Am folgenden Tag, dem 8. Mai, versammelten sich zahlreiche Menschen zur Gedenkfeier am Mahnmal neben der Hospitalkirche in der Oberurseler Altstadt. Punkt 17 Uhr – genau 80 Jahre nach der Kapitulation im Jahr 1945 – legten Bürgerinnen und Bürger gemeinsam mit zahlreichen Vereinen der Stadt Oberursel, Stadtverordnetenvorsteher Lothar Köhler, Bürgermeisterin Antje Runge und Erstem Stadtrat Jens Uhlig Blumen am „Opferdenkmal“ nieder. Bürgermeisterin Antje Runge eröffnete das Gedenken mit einer Ansprache. Darin erinnerte sie an die Befreiung vom Nationalsozialismus und daran, wie wertvoll die seither vergangenen Jahrzehnte in Frieden und Freiheit sind. „Erinnerung ist keine Last.
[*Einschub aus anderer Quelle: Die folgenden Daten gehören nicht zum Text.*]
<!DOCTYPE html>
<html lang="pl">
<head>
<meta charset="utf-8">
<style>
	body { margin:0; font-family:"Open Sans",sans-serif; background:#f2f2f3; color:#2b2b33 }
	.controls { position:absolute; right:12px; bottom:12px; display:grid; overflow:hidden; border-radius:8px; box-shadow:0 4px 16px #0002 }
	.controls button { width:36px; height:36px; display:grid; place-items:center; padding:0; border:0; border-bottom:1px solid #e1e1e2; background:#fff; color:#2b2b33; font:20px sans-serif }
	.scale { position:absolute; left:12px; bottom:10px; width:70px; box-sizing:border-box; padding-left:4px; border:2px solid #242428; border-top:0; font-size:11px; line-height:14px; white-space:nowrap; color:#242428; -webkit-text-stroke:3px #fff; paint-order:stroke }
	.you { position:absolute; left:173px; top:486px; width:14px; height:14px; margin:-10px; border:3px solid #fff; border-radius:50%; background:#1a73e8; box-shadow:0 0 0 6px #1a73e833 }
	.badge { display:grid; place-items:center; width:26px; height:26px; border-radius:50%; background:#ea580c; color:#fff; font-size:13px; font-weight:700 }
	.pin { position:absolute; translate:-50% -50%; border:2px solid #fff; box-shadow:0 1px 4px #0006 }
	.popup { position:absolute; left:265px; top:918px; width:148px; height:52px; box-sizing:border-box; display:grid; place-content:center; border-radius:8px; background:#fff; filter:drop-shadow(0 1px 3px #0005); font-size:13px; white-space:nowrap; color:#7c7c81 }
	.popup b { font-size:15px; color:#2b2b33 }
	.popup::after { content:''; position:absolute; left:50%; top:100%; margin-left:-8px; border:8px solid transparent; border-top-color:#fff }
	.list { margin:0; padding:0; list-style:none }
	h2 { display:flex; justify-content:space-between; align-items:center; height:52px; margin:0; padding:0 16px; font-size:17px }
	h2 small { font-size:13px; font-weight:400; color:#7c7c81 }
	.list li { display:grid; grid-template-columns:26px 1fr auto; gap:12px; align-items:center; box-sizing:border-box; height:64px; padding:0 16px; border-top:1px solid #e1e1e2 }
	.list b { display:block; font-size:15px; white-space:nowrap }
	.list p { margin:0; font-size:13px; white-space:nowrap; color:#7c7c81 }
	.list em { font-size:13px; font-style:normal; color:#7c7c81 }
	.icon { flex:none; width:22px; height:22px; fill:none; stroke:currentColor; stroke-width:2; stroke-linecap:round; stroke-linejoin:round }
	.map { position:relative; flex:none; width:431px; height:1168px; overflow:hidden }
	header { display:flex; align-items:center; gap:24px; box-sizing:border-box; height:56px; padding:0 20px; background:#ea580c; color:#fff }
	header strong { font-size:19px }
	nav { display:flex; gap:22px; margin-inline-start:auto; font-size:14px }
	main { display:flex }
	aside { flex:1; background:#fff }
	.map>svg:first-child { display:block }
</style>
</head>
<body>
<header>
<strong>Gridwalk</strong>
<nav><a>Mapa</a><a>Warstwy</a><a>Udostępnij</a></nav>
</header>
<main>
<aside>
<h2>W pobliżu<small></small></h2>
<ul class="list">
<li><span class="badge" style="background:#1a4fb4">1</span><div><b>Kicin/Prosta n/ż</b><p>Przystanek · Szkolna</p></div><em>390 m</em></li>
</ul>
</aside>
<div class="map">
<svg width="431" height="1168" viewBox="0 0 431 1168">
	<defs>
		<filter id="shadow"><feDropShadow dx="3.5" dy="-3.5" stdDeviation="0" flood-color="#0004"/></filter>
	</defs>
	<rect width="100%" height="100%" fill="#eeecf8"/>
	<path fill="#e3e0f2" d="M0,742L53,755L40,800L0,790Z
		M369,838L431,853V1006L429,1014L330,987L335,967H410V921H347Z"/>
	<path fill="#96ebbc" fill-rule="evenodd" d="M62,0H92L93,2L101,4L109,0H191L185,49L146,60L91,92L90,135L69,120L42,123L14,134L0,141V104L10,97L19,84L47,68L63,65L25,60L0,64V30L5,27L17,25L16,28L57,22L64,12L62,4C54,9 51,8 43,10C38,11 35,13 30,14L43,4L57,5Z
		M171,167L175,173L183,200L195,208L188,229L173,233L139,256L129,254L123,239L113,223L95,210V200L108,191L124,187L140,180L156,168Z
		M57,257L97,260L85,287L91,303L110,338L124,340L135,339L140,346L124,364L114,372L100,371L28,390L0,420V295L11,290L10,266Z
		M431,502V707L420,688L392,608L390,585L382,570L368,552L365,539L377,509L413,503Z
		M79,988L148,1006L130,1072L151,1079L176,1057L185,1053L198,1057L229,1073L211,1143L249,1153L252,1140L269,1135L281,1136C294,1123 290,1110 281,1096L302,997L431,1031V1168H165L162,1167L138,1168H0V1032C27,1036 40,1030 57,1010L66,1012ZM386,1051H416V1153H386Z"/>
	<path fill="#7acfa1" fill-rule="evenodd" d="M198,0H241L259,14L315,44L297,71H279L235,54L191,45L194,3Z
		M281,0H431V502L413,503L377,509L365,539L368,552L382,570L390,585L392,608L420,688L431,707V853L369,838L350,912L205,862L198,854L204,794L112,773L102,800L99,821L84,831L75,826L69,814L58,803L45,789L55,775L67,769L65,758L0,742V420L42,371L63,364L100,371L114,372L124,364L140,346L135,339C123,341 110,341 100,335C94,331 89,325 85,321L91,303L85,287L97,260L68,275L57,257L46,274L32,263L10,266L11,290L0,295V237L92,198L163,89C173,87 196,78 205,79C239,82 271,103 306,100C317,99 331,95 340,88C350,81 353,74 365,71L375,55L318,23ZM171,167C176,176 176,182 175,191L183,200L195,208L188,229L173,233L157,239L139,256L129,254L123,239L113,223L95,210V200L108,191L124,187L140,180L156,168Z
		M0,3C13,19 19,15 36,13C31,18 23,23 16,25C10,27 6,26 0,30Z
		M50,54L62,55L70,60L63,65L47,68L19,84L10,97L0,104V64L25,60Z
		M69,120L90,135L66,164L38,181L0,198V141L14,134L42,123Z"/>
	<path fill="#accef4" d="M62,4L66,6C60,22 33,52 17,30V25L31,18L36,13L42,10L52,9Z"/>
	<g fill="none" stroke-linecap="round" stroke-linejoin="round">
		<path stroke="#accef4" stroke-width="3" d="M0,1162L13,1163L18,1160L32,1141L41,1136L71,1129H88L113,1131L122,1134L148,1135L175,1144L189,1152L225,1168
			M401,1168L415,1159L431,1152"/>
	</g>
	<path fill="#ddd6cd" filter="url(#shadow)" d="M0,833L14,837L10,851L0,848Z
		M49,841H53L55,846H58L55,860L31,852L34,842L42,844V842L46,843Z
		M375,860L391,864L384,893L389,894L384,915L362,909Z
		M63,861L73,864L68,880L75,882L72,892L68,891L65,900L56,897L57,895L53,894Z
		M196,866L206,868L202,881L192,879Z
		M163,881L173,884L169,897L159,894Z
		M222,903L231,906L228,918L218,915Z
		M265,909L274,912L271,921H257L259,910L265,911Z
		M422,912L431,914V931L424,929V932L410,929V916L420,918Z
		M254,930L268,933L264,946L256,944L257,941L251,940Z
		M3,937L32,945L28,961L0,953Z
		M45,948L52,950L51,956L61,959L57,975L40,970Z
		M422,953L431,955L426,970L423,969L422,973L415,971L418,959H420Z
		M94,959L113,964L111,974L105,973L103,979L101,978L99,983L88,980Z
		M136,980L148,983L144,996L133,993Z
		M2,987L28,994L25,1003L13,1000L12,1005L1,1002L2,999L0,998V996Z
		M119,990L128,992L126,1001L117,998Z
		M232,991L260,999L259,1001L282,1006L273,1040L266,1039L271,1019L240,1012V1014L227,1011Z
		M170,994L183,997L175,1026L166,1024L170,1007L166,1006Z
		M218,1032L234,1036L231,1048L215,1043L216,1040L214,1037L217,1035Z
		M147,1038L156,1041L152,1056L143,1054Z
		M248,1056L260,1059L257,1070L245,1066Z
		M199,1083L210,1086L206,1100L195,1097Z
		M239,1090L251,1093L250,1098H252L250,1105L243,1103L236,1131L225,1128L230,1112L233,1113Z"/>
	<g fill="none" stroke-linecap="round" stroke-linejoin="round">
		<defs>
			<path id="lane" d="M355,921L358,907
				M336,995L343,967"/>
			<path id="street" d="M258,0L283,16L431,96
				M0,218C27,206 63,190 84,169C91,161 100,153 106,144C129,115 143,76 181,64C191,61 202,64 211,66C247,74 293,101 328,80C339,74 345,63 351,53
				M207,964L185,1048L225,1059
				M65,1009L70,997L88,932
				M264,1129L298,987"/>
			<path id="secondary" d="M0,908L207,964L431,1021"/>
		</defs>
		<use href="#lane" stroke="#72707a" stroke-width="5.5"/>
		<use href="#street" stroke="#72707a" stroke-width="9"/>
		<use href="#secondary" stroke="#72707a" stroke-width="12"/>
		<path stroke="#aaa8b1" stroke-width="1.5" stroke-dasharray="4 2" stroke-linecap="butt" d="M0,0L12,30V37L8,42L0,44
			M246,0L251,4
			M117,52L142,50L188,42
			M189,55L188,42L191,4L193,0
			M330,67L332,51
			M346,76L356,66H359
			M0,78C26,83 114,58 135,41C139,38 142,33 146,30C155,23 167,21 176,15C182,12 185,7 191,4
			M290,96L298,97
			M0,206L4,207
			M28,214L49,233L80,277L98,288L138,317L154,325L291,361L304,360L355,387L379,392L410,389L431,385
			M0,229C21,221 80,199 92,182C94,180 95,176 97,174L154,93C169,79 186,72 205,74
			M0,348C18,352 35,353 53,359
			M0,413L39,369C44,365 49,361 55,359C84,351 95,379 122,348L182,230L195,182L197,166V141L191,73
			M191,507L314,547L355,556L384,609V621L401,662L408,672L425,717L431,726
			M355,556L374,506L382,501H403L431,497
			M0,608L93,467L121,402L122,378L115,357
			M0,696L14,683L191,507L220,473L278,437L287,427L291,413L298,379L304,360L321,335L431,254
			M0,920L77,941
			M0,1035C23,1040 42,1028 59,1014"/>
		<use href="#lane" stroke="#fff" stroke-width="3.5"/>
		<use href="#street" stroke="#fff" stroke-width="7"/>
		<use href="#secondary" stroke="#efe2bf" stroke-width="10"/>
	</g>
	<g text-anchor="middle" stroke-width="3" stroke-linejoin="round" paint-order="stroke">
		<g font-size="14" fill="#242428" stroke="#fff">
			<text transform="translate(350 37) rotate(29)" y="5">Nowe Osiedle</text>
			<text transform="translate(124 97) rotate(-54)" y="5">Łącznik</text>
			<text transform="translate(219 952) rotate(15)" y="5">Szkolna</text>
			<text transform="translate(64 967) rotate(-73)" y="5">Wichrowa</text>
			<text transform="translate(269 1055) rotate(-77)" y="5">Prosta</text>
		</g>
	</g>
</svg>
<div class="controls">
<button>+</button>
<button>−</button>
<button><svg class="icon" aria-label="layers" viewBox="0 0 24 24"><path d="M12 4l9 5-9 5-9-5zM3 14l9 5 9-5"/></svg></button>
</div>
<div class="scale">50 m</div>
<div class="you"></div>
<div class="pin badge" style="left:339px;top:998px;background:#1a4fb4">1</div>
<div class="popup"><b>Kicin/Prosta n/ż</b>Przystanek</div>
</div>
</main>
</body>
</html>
Sie ist eine Pflicht“, sagte Runge und machte deutlich, dass die Auseinandersetzung mit der Geschichte auch künftigen Generationen als Mahnung dienen muss.

Auch Annette Andernacht, Vorsitzende der Initiative Opferdenkmal, fand eindringliche Worte. Sie schilderte das Schicksal der Oberurseler Opfer von Krieg und NS-Diktatur und rief die Anwesenden dazu auf, das Andenken an diese Menschen lebendig zu halten.

Die Veranstaltungen machten deutlich, dass in der Brunnenstadt Erinnerungskultur aktiv gelebt wird. Seit Jahren engagiert sich die Initiative Opferdenkmal dafür, die Namen der lokalen NS-Opfer sichtbar zu machen – etwa durch die Errichtung des Mahnmals an der Hospitalkirche und durch Stolpersteine im Stadtgebiet, die vor den einstigen Wohnhäusern an Verfolgte erinnern. Die Verlegung der inzwischen 18 Stolpersteine in Oberursel wird durch ein gemeinsames Projekt der Feldbergschule, der Gesellschaft für Christlich-Jüdische Zusammenarbeit Hochtaunus e.V. (GCJZ), der Initiative Opferdenkmal e.V. und der Stadt umgesetzt. Jährlich am 8. Mai – und auch am Holocaust-Gedenktag im Januar – kommen Bürgerinnen und Bürger in Oberursel zusammen, um gemeinsam innezuhalten. Die Botschaft dieser Tage ist so aktuell wie vor 80 Jahren: Frieden und Demokratie sind keine Selbstverständlichkeiten. Die Stimmen der Zeitzeugen in der Ausstellung und die Worte der Rednerinnen bei der Gedenkfeier schlugen eine Brücke von der Vergangenheit in die Gegenwart. Über Ländergrenzen hinweg war ein eindringlicher Appell zu spüren: Nur im gegenseitigen Verständnis, im Bewahren der Erinnerung und im entschlossenen Eintreten für Menschlichkeit kann die wichtigste Lehre aus der Geschichte gezogen werden – für eine friedlichere Zukunft, in Oberursel und überall.